Rep. Sarah Peake and other state and federal officials met with local officials and viewed the damage in Harwich the day after the tornado. She said after seeing the tornado's impact, she didn't think there'd be a problem reaching the FEMA threshold.

“We left that day looking at ways that we could supplement any kind of FEMA relief,” she said. Also present that day were Governor Charlie Baker, House Speaker Robert DeLeo, Representatives Tim Whalen and Bill Crocker, Senator Julien Cyr, Senator Edward Markey and Congressman William Keating.

Baker's administration provided $1 million in emergency loans for small businesses on the Cape impacted by the tornado, as well as additional tourism marketing funds, and Peake said she has been in touch with the House ways and means committee about reimbursing storm expenses through a supplemental budget. She said she's looking at supplemental budget legislation passed after the natural gas explosion in Lawrence last year and the tornado outbreak that hit the Springfield area in 2011 as a models.

“I am hopeful we'll be able to give directly to these towns for this unexpected event,” Peake said. The legislature is in recess, she added, so nothing will happen until legislators return after Labor Day.

Harwich's Municipal costs related to the damage, cleanup and recovery from the tornado that ripped through a 2.7-mile stretch of town was initially assessed at $3.2 million. Clark said, however, that FEMA will not reimburse the town for many of those costs. His original assessment included $1.5 million in tree replacement costs for the estimated 3,000 trees destroyed on town property alone. But FEMA will not reimburse the town for tree replacements, nor for major revenue losses at the Cranberry Valley Golf Course, which had to close for several days due to tree damage.

The major contributor to town costs was tree removal, estimated at $1,060,000, with $743,280 of that owed to contractors hired to remove trees.
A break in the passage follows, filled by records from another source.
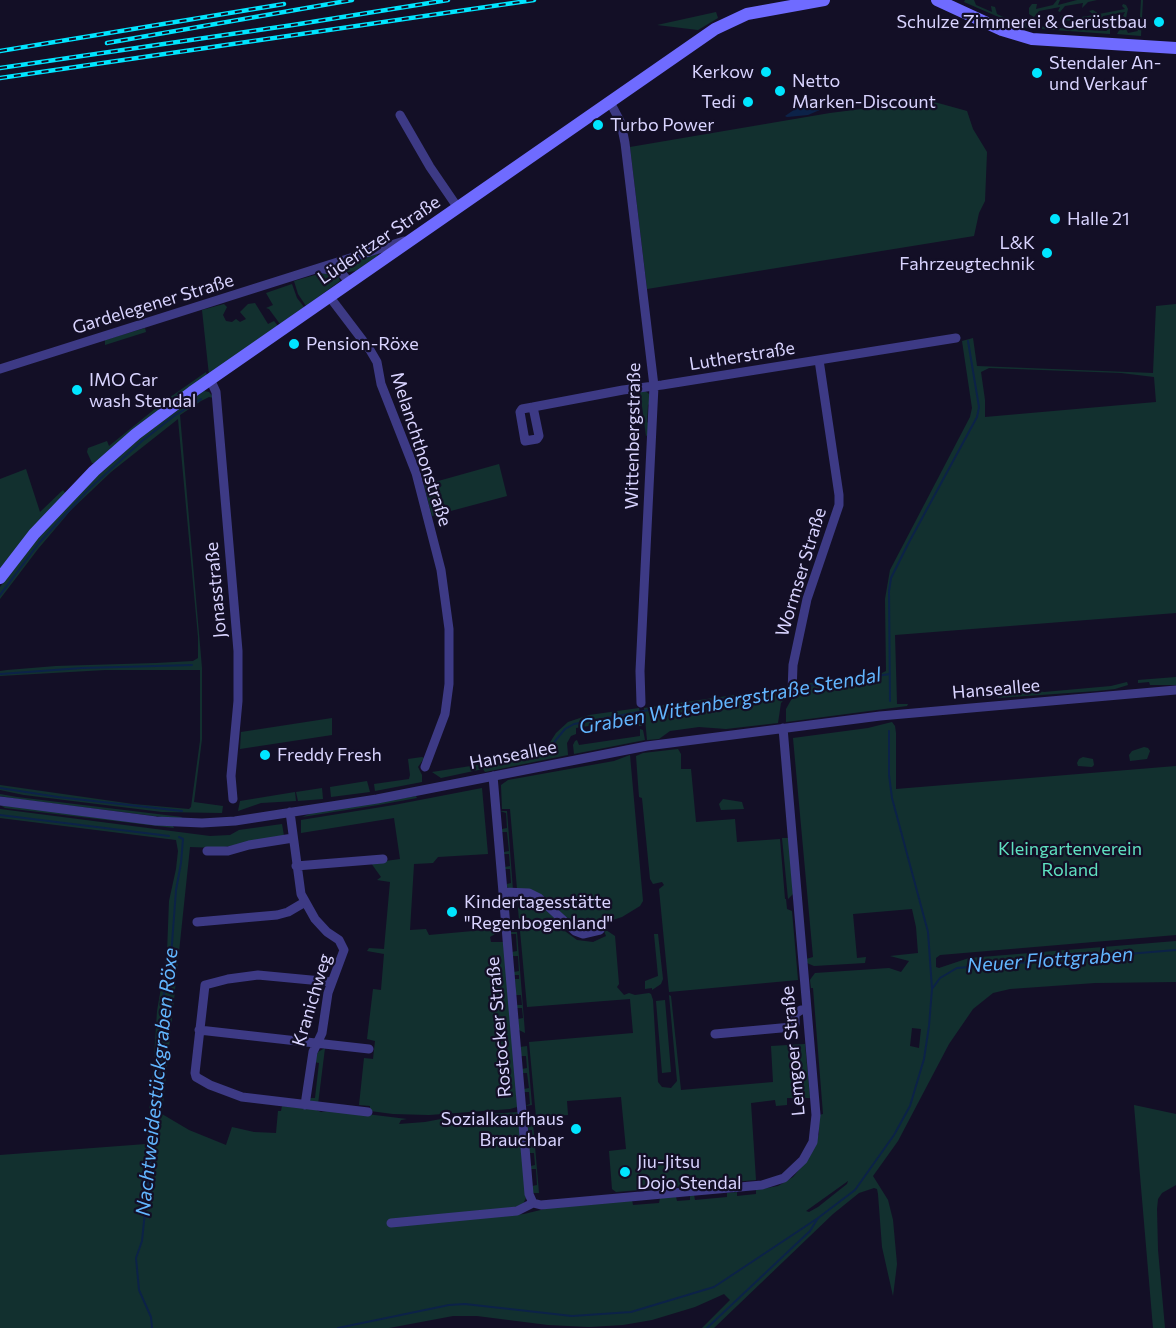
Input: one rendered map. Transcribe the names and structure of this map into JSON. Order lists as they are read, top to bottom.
{
  "streets": {
    "main road": ["Lüderitzer Straße"],
    "street": [
      "Gardelegener Straße",
      "Lutherstraße",
      "Wittenbergstraße",
      "Melanchthonstraße",
      "Wormser Straße",
      "Jonasstraße",
      "Hanseallee",
      "Kranichweg",
      "Rostocker Straße",
      "Lemgoer Straße"
    ]
  },
  "crossings": [
    ["Lüderitzer Straße", "Gardelegener Straße"],
    ["Lüderitzer Straße", "Wittenbergstraße"],
    ["Lüderitzer Straße", "Melanchthonstraße"],
    ["Lüderitzer Straße", "Jonasstraße"],
    ["Lutherstraße", "Wittenbergstraße"],
    ["Lutherstraße", "Wormser Straße"],
    ["Hanseallee", "Kranichweg"],
    ["Hanseallee", "Rostocker Straße"],
    ["Hanseallee", "Lemgoer Straße"],
    ["Rostocker Straße", "Lemgoer Straße"]
  ],
  "water": ["Graben Wittenbergstraße Stendal", "Neuer Flottgraben", "Nachtweidestückgraben Röxe"],
  "parks": ["Kleingartenverein Roland"],
  "places": [
    "Schulze Zimmerei & Gerüstbau",
    "Kerkow",
    "Stendaler An- und Verkauf",
    "Netto Marken-Discount",
    "Tedi",
    "Turbo Power",
    "Halle 21",
    "L&K Fahrzeugtechnik",
    "Pension-Röxe",
    "IMO Car wash Stendal",
    "Freddy Fresh",
    "Kindertagesstätte \"Regenbogenland\"",
    "Sozialkaufhaus Brauchbar",
    "Jiu-Jitsu Dojo Stendal"
  ]
}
The town also spent $151,000 in emergency protective measures, including straight time and overtime pay for police, fire and water department personnel, materials and equipment. There was an additional $45,000 in expenses relating to public parks, cemeteries and recreation facilities.

Most of Chatham's costs were for damage to equipment, buildings and other property ($152,000) and rental of equipment like wood chippers ($106,000). Heilala said other costs included overtime and regular salaries, tree removal and contracted services.

Clark said state officials, realizing the Cape has a short tourist season, provided a lot of recovery assistance, sending crews from the department of conservation and recreation and the department of corrections. Costs would have been a lot higher without state help, he said, adding that the state benefits from tourists dollars through sales, room and meals taxes.

“We’re hoping the governor and the speaker can do a supplemental appropriation to help Cape communities in this fiscal year. It would alleviate major financial impacts on the town,” Clark said.

Marie Jane Handy, Director of Accounts at the state Department of Revenue Division of Local Services, approved Harwich's request to deficit spend up to $1 million, Clark said. Those funds must be raised through property taxes either in fiscal 2020 or 2021.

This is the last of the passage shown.